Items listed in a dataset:
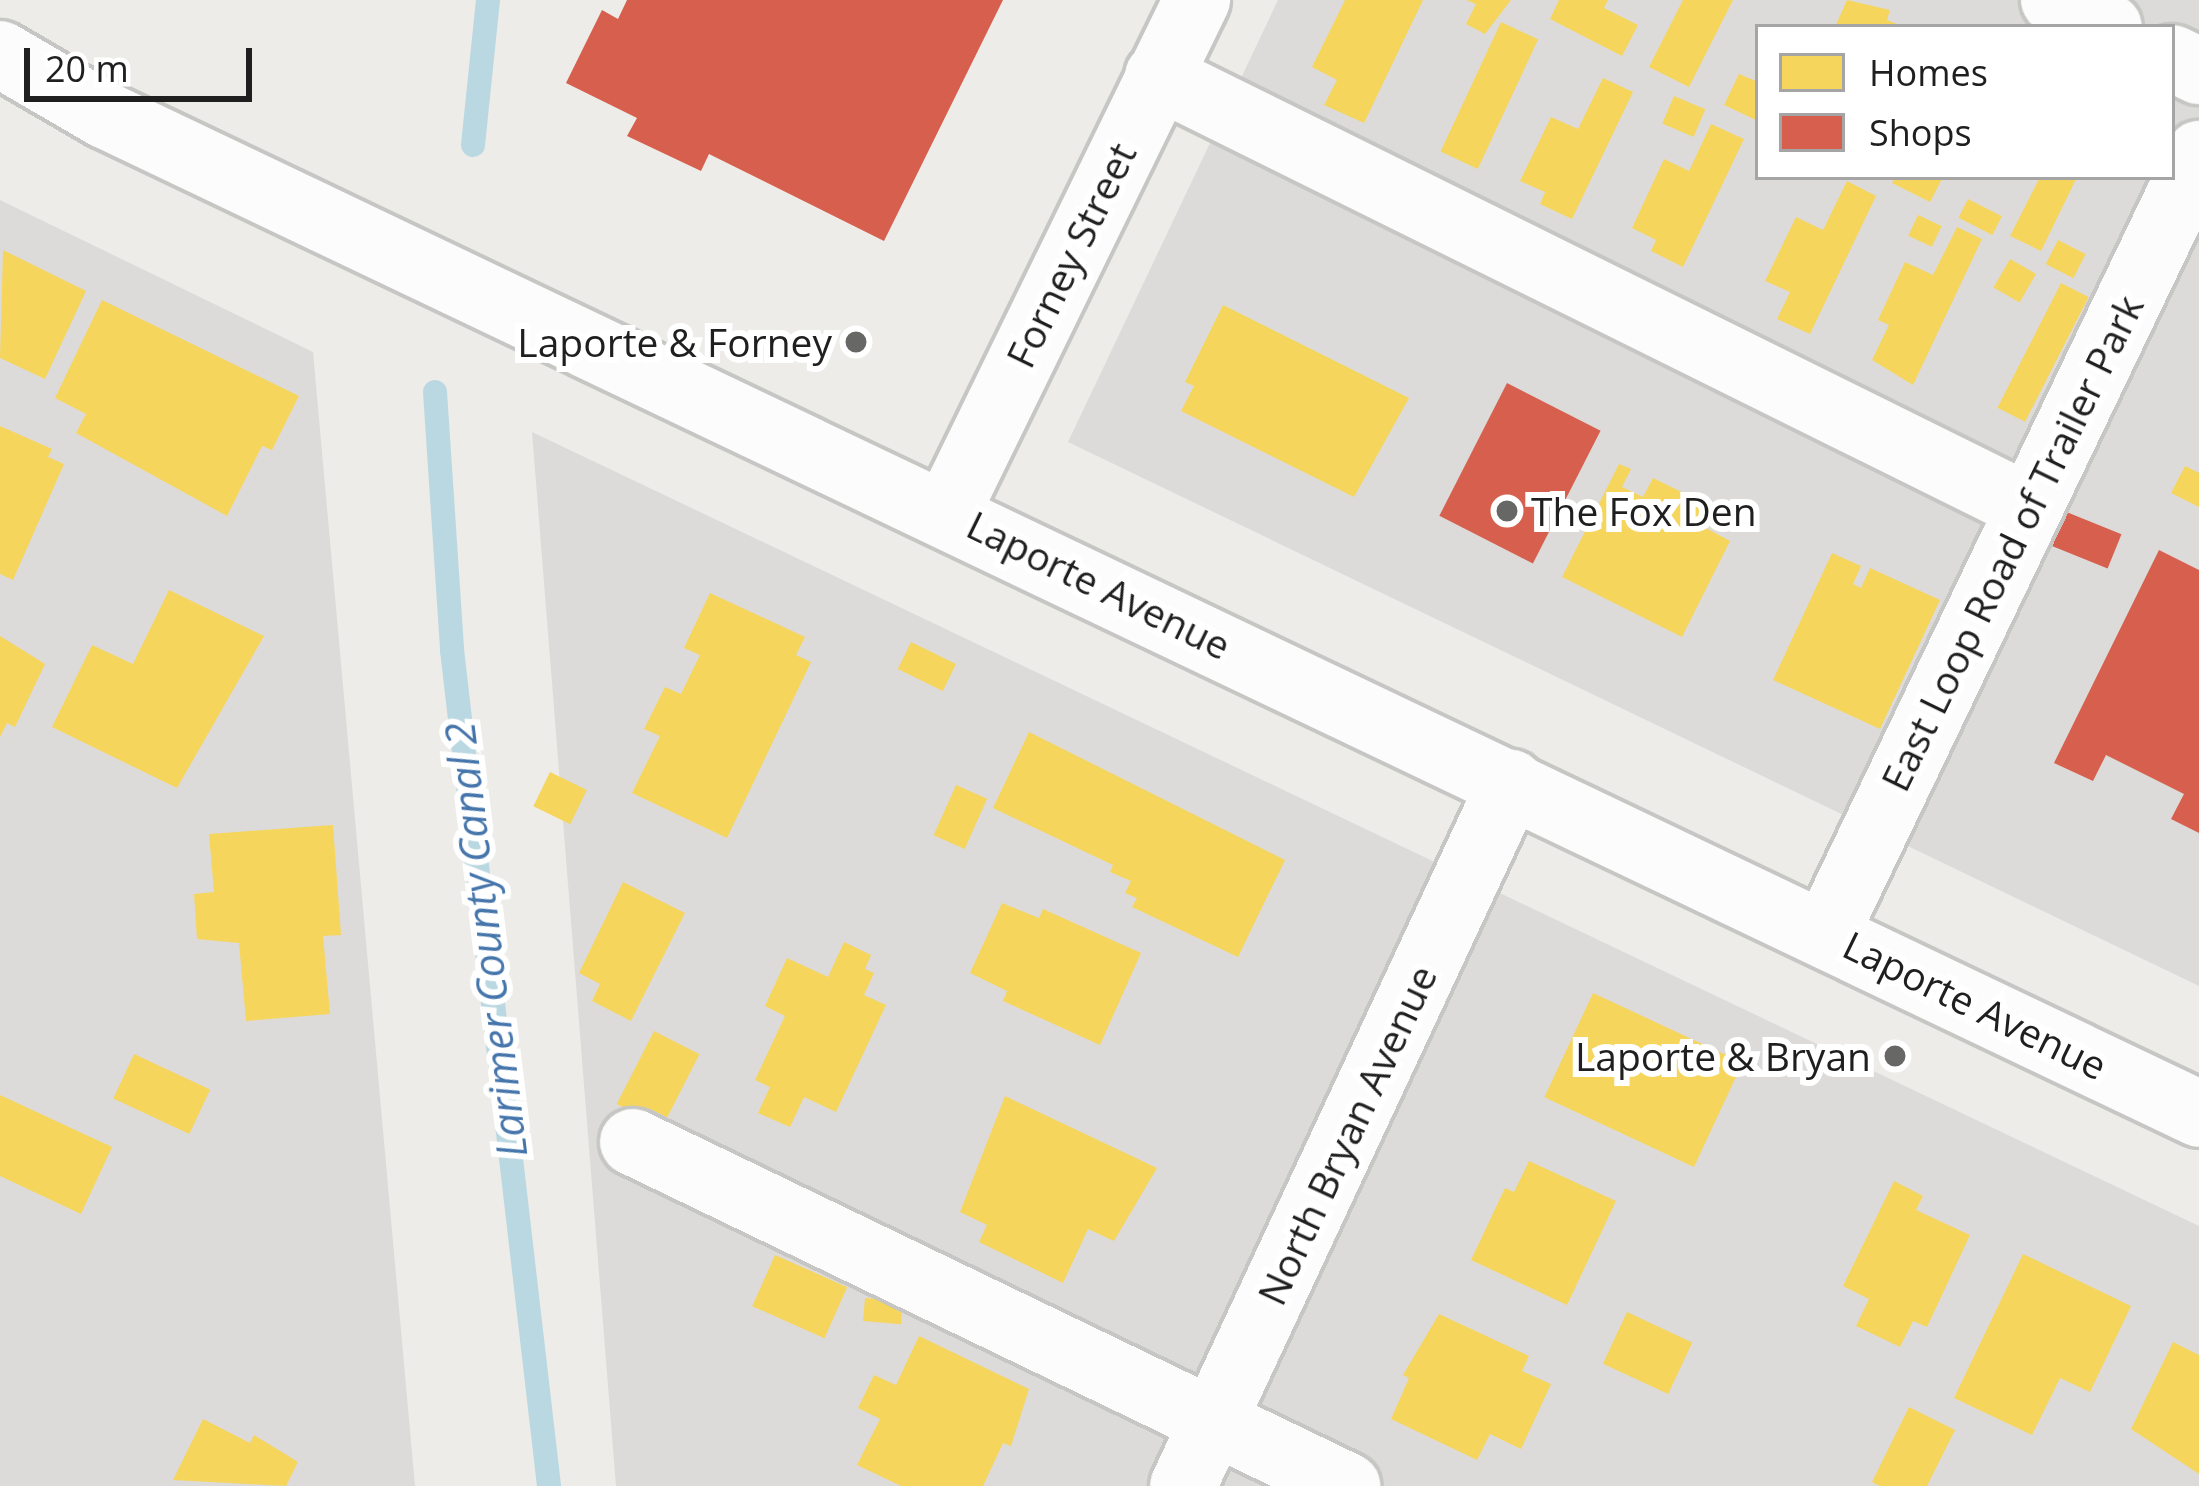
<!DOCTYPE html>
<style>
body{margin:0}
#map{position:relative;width:2199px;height:1486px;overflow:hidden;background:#edece8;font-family:"Open Sans",sans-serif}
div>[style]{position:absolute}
.residential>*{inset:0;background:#dcdbd9}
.homes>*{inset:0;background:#f6d55c;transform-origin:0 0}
.shops>*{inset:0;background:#d6604d;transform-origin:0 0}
.stream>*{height:24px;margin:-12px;padding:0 12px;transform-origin:12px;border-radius:12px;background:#bad8e2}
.roads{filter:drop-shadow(3px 0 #c6c6c4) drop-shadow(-3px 0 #c6c6c4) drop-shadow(0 3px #c6c6c4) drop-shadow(0 -3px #c6c6c4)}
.minor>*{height:66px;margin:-33px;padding:0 33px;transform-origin:33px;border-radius:33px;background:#fcfcfc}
.dots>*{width:33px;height:33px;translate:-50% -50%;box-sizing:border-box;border:6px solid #fff;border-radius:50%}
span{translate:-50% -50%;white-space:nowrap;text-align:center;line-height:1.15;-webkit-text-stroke:12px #fff;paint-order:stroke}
.street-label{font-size:39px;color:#1f1f1f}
.poi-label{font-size:39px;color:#1f1f1f}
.right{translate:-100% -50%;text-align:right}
.left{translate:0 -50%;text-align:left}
.water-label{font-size:42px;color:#4575ab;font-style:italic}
.legend{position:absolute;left:1755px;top:24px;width:420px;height:156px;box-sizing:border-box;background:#fff;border:3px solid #a5a5a5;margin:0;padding:15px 21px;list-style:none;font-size:36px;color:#1f1f1f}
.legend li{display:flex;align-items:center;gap:24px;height:60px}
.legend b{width:60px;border:3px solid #a5a5a5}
.scale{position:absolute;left:24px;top:48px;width:228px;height:54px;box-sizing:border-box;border:6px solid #1f1f1f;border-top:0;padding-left:15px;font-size:36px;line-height:42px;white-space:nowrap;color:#1f1f1f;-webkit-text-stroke:9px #fff;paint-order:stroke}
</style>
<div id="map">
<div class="residential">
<i style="clip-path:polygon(evenodd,1278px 0,2199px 0,2199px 986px,1068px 442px,1278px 0,1758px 27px,2172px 27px,2172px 177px,1758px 177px,1758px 27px)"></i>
<i style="clip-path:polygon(0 200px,313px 352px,415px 1486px,0 1486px)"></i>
<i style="clip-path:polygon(532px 432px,2199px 1226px,2199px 1486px,616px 1486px)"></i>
</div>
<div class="homes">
<i style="clip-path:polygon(1345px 0,1423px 0,1364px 123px,1324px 105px,1337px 80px,1312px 67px)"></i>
<i style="clip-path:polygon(1466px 0,1511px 0,1485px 34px,1466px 24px,1476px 4px)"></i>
<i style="clip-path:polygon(1559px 0,1608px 0,1604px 8px,1638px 25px,1622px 56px,1550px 19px)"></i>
<i style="clip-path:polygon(1683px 0,1733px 0,1689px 87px,1649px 67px)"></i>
<i style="clip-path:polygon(1847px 0,1890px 10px,1887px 20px,1904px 27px,1835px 27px)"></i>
<i style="left:1501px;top:22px;width:41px;height:143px;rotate:25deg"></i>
<i style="clip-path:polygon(1739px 74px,1758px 82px,1758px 121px,1724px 105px)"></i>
<i style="clip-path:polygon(1603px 78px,1633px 92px,1572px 219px,1540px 204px,1545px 192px,1520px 181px,1551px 117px,1578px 129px)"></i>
<i style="left:1674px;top:96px;width:34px;height:30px;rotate:23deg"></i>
<i style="clip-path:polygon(1711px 124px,1744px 139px,1683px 267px,1651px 251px,1656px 240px,1632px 228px,1664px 159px,1689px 171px)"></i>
<i style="clip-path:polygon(1895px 177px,1943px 177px,1930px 202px,1892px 183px)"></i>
<i style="clip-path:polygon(2040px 177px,2077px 177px,2041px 251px,2010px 236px)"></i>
<i style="clip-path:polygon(1847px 181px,1876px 196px,1810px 334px,1777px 319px,1790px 292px,1765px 281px,1796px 217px,1823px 230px)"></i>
<i style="left:1968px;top:199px;width:38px;height:21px;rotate:27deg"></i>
<i style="left:1918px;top:215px;width:26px;height:23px;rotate:25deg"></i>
<i style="clip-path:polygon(1957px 227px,1982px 239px,1913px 385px,1872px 360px,1889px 325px,1878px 320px,1905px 262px,1933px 275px)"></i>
<i style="left:2058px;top:240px;width:31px;height:27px;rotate:27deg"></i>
<i style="clip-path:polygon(3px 250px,86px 291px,45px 379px,0 358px)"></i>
<i style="left:2010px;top:259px;width:30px;height:33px;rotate:30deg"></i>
<i style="left:2061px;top:283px;width:31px;height:140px;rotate:27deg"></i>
<i style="clip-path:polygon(102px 300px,299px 396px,272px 450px,262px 446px,227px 516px,76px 433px,86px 414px,55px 398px)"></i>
<i style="clip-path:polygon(1223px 305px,1409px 398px,1354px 497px,1181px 411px,1194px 386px,1185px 382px)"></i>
<i style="clip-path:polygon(0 426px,52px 449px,48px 457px,64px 464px,13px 580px,0 574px)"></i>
<i style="clip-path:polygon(1619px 464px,1631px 469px,1622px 487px,1643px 497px,1653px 478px,1714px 508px,1704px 527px,1730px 541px,1682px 637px,1562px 577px)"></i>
<i style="clip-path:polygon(2185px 466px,2199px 473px,2199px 507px,2171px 493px)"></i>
<i style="clip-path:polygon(1832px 553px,1861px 566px,1853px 584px,1861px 588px,1870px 568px,1940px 600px,1880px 729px,1773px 680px)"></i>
<i style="clip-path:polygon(169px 590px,264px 636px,177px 788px,52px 727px,92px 645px,133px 664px)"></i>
<i style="clip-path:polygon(710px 593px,805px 637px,796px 655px,811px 662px,727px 838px,632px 793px,660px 736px,644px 729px,665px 687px,681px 694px,700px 655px,684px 648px)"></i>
<i style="clip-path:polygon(0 636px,45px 664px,15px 727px,7px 723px,0 737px)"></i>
<i style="left:911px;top:642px;width:50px;height:30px;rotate:26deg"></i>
<i style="clip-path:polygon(1029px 732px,1285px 860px,1238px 957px,1132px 907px,1137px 898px,1125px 893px,1131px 881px,1110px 872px,1113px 865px,993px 808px)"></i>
<i style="left:550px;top:772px;width:41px;height:38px;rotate:26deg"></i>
<i style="left:956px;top:785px;width:34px;height:55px;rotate:24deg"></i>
<i style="clip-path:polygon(333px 825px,341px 935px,323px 936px,330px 1014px,246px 1021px,239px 943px,197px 939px,194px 894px,214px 892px,209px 834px)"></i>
<i style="clip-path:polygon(623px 882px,685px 913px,631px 1021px,592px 1001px,600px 984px,579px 973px)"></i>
<i style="clip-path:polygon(1002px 903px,1039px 918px,1043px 909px,1141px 953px,1100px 1045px,1003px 1001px,1007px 991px,970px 973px)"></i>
<i style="clip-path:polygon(844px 942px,871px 955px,865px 969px,874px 973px,864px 995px,886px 1005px,836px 1112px,804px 1097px,790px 1127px,758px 1113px,770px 1087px,755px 1080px,785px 1016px,765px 1006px,787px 958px,828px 977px)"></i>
<i style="left:1593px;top:993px;width:165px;height:115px;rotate:25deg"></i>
<i style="left:654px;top:1031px;width:51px;height:82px;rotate:27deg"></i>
<i style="left:134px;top:1054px;width:84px;height:49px;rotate:25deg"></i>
<i style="clip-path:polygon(0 1095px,112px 1147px,81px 1214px,0 1176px)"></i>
<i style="clip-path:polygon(1005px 1096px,1157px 1168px,1114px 1241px,1088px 1229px,1063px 1283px,979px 1242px,987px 1225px,960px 1212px)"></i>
<i style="clip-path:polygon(1529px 1161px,1616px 1201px,1567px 1305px,1471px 1260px,1505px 1188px,1514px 1192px)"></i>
<i style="clip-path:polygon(1894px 1181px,1923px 1196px,1916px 1210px,1970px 1235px,1927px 1327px,1913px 1321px,1900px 1347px,1856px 1326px,1869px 1299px,1843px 1286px)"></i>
<i style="clip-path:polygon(2023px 1254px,2131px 1306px,2090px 1392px,2060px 1378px,2032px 1435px,1954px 1398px)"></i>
<i style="left:775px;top:1255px;width:79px;height:56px;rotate:24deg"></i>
<i style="left:865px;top:1298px;width:38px;height:23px;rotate:5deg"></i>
<i style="left:1627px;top:1312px;width:72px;height:57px;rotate:25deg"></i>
<i style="clip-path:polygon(1439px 1314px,1529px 1356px,1522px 1371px,1551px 1384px,1521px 1449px,1490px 1434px,1477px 1460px,1391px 1419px,1409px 1378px,1403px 1375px)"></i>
<i style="clip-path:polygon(919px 1336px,1029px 1389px,1011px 1446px,1003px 1443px,983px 1486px,901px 1486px,857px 1465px,880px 1419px,858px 1408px,874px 1375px,896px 1385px)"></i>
<i style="clip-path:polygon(2173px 1342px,2199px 1355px,2199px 1474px,2131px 1429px)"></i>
<i style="clip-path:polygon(1909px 1407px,1955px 1430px,1927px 1486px,1880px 1486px,1872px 1482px)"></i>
<i style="clip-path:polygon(203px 1419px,250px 1443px,254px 1435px,298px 1462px,286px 1486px,173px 1480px)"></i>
</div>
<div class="shops">
<i style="clip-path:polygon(627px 0,1003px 0,884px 241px,709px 154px,701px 171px,627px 136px,637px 118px,566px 83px,602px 10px,618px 19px)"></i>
<i style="left:1507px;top:383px;width:105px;height:149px;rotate:27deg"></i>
<i style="left:2064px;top:511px;width:62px;height:37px;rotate:22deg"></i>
<i style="clip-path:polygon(2159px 550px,2199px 570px,2199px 833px,2171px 819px,2184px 794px,2106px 755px,2093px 781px,2054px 763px)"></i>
</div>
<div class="stream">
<i style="left:473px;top:145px;width:146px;rotate:-84.1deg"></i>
<i style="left:435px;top:392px;width:259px;rotate:86.2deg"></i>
<i style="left:452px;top:650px;width:842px;rotate:83.38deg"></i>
</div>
<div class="roads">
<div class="minor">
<i style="left:2054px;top:0;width:61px;rotate:26.1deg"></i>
<i style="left:0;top:54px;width:121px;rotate:30.2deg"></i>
<i style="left:105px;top:115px;width:2320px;rotate:25.5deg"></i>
<i style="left:2172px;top:58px;width:30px;rotate:26deg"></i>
<i style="left:1158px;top:76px;width:969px;rotate:26.35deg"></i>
<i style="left:947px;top:512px;width:570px;rotate:-63.97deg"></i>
<i style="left:1826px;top:933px;width:864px;rotate:-64.41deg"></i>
<i style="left:633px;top:1142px;width:793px;rotate:25.72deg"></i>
<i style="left:1183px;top:1486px;width:776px;rotate:-64.99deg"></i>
</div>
</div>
<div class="dots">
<i style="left:856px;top:342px;background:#676765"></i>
<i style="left:1507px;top:511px;background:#676765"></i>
<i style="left:1895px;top:1056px;background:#676765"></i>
</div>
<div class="street-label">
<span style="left:1071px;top:255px;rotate:-64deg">Forney Street</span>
<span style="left:2012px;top:543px;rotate:-64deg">East Loop Road of Trailer Park</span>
<span style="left:1099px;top:585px;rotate:26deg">Laporte Avenue</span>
<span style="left:1975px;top:1005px;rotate:26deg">Laporte Avenue</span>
<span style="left:1347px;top:1135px;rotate:-65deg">North Bryan Avenue</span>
</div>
<div class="poi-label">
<span class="right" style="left:832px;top:342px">Laporte &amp; Forney</span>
<span class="left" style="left:1531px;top:511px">The Fox Den</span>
<span class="right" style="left:1871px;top:1056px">Laporte &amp; Bryan</span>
</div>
<div class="water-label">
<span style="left:485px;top:940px;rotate:-97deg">Larimer County Canal 2</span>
</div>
<ul class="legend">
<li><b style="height:33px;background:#f6d55c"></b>Homes</li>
<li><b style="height:33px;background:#d6604d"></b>Shops</li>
</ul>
<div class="scale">20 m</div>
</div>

#### PROBLEM DETAILS
Produce a verbatim copy of the lines from the one holding "County Canal 2</span>" to the final line of the data, and nothing more.

#### REPLY TO THE EXERCISE
<span style="left:485px;top:940px;rotate:-97deg">Larimer County Canal 2</span>
</div>
<ul class="legend">
<li><b style="height:33px;background:#f6d55c"></b>Homes</li>
<li><b style="height:33px;background:#d6604d"></b>Shops</li>
</ul>
<div class="scale">20 m</div>
</div>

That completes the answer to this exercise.